> **PROBLEM TO WORK ON**
All lines in the data bearing the string "rule" should be identified and copied.

Collected data entries
┌────────

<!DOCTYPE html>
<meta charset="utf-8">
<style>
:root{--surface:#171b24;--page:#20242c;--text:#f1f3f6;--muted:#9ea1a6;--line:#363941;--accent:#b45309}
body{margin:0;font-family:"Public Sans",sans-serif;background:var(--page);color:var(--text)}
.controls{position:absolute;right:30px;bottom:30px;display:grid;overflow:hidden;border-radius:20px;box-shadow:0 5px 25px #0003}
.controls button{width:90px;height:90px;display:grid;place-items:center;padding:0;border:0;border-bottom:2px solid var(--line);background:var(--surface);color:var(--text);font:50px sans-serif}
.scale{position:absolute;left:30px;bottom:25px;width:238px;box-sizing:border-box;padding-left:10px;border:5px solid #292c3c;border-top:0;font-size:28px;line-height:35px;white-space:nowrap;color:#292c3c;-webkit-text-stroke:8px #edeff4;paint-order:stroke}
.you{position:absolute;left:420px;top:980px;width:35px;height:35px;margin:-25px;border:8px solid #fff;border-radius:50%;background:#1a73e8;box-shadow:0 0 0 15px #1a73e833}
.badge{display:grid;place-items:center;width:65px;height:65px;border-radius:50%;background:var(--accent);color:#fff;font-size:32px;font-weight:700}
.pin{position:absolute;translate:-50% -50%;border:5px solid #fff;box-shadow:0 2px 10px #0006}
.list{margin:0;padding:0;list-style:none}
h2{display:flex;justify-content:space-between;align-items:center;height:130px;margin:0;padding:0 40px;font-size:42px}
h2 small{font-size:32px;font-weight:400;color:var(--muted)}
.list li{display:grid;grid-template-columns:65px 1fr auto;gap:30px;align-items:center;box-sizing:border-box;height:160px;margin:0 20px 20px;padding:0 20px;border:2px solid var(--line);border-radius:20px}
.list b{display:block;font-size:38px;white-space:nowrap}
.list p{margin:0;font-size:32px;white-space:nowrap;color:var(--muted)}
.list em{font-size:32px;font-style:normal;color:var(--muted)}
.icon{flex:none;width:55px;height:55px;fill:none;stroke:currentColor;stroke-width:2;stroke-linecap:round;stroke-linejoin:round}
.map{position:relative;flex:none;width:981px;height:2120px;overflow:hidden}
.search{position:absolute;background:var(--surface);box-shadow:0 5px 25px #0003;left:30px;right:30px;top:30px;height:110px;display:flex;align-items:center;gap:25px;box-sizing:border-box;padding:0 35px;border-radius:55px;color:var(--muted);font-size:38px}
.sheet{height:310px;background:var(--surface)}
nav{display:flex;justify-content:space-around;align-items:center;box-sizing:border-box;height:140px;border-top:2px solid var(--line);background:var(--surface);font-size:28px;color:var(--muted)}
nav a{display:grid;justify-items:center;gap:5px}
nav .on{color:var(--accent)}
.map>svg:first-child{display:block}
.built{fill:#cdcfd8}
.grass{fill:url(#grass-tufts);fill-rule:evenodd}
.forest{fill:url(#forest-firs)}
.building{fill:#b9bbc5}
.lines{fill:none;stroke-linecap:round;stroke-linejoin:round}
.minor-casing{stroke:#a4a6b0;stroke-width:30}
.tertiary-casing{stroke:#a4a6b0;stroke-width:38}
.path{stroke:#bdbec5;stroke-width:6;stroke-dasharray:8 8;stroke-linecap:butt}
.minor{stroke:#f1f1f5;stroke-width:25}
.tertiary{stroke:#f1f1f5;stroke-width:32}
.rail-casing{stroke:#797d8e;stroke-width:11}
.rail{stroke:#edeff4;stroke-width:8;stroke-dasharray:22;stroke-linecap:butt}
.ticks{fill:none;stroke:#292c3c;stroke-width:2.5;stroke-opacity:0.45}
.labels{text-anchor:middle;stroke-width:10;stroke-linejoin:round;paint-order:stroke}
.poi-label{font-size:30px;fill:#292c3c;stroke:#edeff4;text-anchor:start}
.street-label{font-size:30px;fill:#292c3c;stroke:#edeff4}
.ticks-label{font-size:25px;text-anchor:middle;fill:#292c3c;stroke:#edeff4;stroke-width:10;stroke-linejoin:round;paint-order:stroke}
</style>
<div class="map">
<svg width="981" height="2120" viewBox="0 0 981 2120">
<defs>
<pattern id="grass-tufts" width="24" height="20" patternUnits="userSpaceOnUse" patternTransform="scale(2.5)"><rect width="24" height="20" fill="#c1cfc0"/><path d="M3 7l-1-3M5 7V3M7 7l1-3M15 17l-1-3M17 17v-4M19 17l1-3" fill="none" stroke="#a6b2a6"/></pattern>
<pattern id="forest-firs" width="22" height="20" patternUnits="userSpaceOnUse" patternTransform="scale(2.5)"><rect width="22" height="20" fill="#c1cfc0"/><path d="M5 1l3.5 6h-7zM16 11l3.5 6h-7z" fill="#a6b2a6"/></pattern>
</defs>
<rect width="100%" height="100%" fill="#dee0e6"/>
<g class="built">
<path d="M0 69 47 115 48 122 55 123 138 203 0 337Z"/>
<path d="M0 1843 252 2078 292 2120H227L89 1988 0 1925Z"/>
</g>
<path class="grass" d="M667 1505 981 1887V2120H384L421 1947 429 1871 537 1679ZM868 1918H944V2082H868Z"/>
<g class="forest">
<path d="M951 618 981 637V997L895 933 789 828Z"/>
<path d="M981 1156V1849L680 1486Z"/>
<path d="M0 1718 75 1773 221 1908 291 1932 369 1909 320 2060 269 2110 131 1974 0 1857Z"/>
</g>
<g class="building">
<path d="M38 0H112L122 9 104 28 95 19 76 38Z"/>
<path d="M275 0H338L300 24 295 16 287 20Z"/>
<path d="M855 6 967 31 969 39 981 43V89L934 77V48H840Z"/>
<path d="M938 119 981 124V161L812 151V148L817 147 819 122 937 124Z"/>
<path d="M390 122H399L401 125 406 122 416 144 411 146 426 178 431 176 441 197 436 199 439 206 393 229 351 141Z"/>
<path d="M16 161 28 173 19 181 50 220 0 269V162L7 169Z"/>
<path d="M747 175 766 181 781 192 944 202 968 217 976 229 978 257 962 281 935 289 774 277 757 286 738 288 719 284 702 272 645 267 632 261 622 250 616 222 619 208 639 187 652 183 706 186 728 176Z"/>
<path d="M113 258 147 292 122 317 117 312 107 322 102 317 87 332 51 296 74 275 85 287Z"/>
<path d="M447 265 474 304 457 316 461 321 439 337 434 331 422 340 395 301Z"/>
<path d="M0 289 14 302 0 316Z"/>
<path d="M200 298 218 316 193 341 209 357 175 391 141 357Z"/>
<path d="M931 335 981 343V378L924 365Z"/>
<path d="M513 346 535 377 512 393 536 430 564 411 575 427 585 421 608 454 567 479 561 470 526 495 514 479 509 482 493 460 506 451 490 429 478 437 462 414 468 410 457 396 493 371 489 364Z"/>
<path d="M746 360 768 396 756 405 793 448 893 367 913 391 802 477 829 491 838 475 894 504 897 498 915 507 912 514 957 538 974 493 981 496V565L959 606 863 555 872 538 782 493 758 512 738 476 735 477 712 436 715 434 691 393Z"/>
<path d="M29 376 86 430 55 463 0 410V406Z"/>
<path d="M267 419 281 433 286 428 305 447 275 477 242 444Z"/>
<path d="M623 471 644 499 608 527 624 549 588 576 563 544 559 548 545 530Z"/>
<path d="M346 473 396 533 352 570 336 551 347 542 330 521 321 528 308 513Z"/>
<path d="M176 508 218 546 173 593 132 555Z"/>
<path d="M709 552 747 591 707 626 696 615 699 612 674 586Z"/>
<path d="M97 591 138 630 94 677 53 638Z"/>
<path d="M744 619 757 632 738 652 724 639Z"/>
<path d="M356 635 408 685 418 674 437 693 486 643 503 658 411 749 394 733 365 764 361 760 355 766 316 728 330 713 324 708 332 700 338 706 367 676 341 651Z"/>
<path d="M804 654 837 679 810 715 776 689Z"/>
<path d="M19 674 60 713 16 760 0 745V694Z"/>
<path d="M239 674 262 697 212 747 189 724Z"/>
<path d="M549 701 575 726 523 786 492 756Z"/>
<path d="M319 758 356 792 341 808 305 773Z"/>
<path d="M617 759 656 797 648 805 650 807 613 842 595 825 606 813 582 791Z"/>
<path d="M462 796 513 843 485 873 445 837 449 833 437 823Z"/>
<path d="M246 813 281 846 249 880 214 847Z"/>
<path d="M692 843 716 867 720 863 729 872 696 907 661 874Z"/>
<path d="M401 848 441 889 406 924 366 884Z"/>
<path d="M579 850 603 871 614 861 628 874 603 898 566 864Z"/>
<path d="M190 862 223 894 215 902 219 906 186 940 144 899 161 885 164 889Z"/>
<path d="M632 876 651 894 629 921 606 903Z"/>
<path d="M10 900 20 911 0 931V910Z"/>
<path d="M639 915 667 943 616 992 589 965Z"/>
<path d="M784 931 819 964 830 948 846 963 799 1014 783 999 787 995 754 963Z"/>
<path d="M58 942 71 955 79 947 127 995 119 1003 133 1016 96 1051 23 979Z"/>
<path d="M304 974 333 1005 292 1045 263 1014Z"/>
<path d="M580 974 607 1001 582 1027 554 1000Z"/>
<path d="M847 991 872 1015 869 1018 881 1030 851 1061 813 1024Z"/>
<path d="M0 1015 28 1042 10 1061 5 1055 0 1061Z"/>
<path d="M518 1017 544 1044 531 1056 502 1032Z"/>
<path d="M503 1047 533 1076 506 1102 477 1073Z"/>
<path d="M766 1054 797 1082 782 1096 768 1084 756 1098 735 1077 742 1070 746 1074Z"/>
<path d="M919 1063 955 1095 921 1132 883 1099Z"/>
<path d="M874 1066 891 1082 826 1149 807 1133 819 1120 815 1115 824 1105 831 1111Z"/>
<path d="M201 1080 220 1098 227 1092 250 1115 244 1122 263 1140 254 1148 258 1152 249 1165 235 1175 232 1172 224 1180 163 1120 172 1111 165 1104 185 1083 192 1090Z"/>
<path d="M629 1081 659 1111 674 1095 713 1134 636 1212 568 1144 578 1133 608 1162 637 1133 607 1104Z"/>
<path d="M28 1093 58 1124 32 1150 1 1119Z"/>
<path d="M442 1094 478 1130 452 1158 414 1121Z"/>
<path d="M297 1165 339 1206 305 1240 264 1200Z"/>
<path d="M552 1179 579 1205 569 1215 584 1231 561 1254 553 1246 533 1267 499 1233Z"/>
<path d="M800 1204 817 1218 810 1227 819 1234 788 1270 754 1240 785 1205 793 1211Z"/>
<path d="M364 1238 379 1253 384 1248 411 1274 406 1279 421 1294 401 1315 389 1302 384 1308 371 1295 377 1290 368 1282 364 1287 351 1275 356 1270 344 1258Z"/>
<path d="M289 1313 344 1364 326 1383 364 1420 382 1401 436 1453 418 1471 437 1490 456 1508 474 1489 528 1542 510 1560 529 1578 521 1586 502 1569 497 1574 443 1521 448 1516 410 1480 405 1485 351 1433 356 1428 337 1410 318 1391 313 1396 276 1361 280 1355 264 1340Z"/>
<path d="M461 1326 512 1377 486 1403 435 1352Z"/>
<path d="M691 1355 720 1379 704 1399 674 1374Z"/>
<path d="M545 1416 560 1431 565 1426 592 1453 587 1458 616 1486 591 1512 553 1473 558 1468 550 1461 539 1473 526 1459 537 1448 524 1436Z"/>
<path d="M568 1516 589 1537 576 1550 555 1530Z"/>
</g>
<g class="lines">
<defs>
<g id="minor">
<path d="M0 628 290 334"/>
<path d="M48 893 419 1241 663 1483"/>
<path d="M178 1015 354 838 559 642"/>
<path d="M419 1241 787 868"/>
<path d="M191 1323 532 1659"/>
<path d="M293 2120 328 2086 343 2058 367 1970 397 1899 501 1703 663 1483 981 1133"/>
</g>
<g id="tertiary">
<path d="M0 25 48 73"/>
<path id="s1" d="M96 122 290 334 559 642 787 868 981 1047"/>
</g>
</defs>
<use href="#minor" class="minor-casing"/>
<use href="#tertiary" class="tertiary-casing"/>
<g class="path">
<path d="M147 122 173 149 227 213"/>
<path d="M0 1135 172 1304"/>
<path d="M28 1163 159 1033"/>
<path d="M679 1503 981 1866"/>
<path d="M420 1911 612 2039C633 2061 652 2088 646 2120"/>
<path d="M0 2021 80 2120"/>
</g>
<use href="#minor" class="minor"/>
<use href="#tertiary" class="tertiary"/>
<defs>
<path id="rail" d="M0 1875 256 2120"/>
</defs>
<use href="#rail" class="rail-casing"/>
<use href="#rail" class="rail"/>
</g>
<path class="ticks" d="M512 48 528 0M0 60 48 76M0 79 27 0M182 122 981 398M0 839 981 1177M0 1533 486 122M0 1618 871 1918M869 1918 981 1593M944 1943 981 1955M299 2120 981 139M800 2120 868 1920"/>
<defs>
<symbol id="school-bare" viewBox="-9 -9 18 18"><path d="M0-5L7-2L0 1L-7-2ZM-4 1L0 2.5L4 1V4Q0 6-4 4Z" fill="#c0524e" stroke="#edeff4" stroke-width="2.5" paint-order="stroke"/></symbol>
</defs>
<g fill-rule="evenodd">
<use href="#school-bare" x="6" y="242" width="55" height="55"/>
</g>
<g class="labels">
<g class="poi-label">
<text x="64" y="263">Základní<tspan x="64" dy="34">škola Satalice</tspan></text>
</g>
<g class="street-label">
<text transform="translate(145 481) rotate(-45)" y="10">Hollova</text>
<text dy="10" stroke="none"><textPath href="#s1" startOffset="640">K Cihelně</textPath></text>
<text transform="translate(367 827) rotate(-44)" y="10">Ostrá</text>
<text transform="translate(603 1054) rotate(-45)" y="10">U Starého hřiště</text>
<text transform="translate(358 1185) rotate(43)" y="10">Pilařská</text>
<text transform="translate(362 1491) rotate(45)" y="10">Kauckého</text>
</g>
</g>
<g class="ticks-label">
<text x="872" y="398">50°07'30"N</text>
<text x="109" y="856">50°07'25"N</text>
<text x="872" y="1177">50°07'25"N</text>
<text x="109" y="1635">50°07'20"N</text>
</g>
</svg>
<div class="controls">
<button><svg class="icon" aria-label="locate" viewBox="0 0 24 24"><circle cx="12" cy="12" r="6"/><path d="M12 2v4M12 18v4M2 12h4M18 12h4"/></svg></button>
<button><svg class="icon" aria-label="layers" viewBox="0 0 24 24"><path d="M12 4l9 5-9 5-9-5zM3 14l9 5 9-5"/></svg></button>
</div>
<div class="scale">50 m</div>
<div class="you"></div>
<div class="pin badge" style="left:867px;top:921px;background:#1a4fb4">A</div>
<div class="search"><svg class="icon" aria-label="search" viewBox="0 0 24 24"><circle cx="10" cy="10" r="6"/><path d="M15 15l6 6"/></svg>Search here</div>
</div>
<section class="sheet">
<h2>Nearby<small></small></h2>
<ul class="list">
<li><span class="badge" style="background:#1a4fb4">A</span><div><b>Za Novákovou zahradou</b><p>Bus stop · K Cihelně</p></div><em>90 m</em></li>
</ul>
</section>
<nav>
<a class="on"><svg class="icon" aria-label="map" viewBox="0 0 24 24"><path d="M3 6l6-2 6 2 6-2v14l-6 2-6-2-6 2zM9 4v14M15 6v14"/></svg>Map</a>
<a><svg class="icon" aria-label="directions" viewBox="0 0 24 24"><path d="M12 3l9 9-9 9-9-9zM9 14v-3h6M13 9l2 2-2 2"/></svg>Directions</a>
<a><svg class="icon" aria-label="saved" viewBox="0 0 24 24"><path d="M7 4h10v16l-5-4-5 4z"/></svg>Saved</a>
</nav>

└────────

> **ANSWER TO THIS EXERCISE**
.grass{fill:url(#grass-tufts);fill-rule:evenodd}
<g fill-rule="evenodd">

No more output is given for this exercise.